And they even pay me :-)
Sometimes, though, you get this great juxtaposition: you get to see how different IT organizations approach the same fundamental challenge in entirely different ways.
And the contrast can be stunning ...
What Do We Do About End User Computing And Productivity?
That was the fundamental question for two large, successful companies in the financial services industry. Both are well-run businesses, both with a significant knowledge worker population that's increasing in importance.
Both have the pain of aging desktop infrastructure that wasn't only holding the organization back, but was the quintessential "burning platform" in that something had to be done sooner than later. Both had experimented a bit with desktop virtualization, and wanted to use more of it going forward.
The First Meeting
This meeting was clearly being led by the technologists.
They wanted to know about things like storage efficiency, and how cheaply the VDI server farm could be built. Seems there was some sort of mythical ROI number out there that they had to beat, otherwise they thought that the project wouldn't fly.
So we got into the usual "virtual desktop sessions per unit of physical infrastructure" discussion: how many sessions could you safely cram on a server blade, how and where could you compress and deduplicate physical storage, what kinds of data could be squeezed and what the impact was, how that would affect cost-per-user, and so on.Now, truth be told, EMC's experience and capabilities with regard are unmatched -- no one is better. We've done a lot of that sort of stuff, and we've usually gotten very good results.
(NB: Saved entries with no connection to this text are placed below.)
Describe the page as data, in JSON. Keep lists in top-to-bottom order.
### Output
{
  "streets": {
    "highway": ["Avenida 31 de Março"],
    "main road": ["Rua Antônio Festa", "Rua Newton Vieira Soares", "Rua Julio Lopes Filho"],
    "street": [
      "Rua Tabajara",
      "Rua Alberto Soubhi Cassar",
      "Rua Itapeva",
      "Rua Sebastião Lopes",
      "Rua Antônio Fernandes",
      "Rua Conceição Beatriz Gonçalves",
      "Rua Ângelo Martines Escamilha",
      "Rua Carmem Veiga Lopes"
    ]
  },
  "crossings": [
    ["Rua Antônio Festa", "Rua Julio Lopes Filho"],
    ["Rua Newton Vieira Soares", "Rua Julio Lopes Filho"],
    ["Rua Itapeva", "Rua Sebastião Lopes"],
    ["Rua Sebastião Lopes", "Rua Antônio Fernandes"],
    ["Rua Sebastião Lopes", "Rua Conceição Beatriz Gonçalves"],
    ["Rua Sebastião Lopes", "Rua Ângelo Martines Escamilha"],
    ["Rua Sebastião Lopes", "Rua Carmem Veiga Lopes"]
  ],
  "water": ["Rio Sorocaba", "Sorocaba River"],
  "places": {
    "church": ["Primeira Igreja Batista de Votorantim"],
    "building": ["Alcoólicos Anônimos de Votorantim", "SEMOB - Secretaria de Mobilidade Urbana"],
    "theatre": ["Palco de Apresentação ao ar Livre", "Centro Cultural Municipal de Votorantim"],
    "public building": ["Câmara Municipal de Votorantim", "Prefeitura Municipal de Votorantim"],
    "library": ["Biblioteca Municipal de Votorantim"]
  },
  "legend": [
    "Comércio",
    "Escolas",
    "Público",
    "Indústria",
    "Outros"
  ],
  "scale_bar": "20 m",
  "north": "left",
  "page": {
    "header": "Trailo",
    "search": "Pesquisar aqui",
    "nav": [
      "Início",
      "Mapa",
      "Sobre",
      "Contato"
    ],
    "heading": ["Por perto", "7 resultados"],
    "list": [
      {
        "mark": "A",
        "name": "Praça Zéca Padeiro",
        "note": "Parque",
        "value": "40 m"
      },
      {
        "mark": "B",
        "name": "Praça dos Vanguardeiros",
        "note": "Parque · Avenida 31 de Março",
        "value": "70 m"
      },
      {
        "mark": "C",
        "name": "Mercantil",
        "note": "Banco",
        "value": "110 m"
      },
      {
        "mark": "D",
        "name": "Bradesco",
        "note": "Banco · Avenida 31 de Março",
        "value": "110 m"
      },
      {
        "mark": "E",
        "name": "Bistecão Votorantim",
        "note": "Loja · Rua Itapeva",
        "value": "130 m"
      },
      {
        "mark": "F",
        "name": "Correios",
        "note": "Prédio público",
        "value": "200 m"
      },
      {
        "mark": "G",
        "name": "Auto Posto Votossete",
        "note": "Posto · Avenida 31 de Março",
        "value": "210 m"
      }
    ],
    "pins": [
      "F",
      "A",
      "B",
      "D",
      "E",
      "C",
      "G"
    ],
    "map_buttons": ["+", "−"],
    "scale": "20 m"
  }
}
But I left the meeting shaking my head. I thought the project was largely doomed, simply because it had started off on the wrong foot.
The reasons why became clear as I went to my second meeting.
The Second Meeting
The people in the room were very different in the second meeting. Yes, there were senior IT people in the room, but there were also non-IT stakeholders.
The problem statement was very different: how do we create a better capability for our business, and solve a bunch of growing problems at the same time?
They had done a good job of understanding how different parts of the organization used desktop computing, productivity and collaboration -- and how that was likely to change in the future. Increased value creation for knowledge workers was at the very top of the list for them, shortly followed by cost containment and risk mitigation.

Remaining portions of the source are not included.